__Exercise prompt__. Repeat every entry exactly. Do not include the pictures.
*** Begin section ***
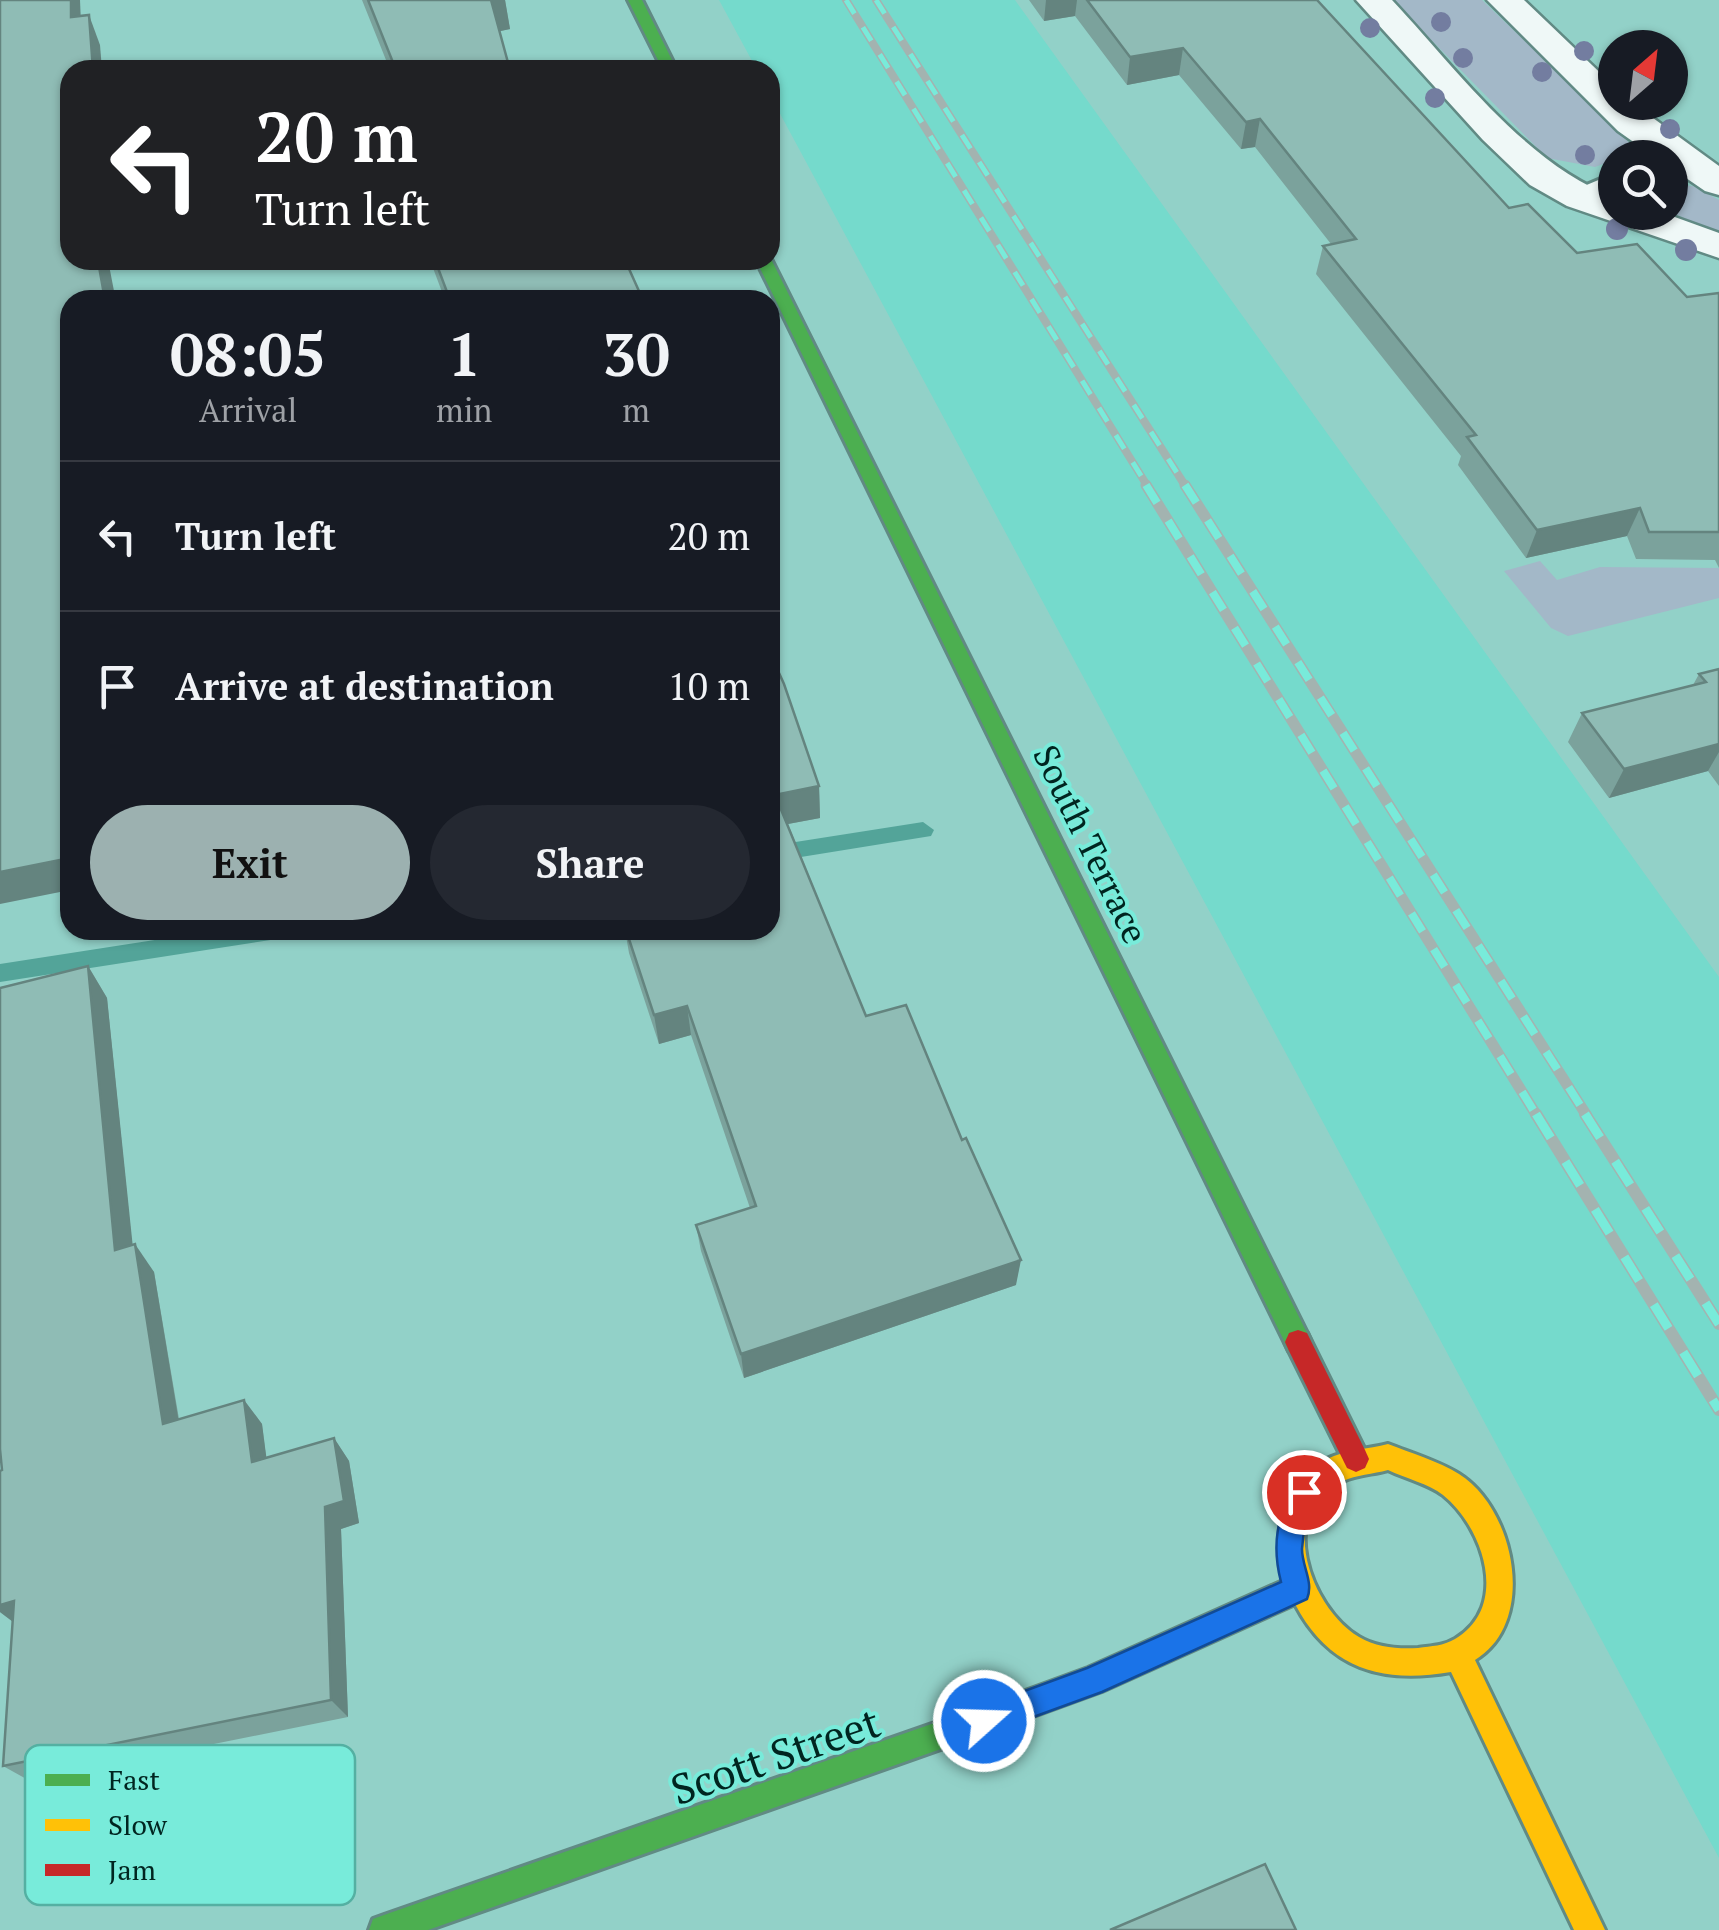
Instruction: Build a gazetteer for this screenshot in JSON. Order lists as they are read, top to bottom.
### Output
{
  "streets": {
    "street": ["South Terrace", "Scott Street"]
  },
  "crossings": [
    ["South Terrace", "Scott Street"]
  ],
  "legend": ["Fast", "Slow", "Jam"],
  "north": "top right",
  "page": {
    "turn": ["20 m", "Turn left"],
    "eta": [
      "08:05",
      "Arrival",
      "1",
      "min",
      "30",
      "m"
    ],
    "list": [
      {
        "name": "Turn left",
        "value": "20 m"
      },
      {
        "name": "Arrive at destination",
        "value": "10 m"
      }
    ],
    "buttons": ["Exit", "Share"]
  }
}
*** End section ***
__The completed task__.
Instruction: Build a gazetteer for this screenshot in JSON. Order lists as they are read, top to bottom.
### Output
{
  "streets": {
    "street": ["South Terrace", "Scott Street"]
  },
  "crossings": [
    ["South Terrace", "Scott Street"]
  ],
  "legend": ["Fast", "Slow", "Jam"],
  "north": "top right",
  "page": {
    "turn": ["20 m", "Turn left"],
    "eta": [
      "08:05",
      "Arrival",
      "1",
      "min",
      "30",
      "m"
    ],
    "list": [
      {
        "name": "Turn left",
        "value": "20 m"
      },
      {
        "name": "Arrive at destination",
        "value": "10 m"
      }
    ],
    "buttons": ["Exit", "Share"]
  }
}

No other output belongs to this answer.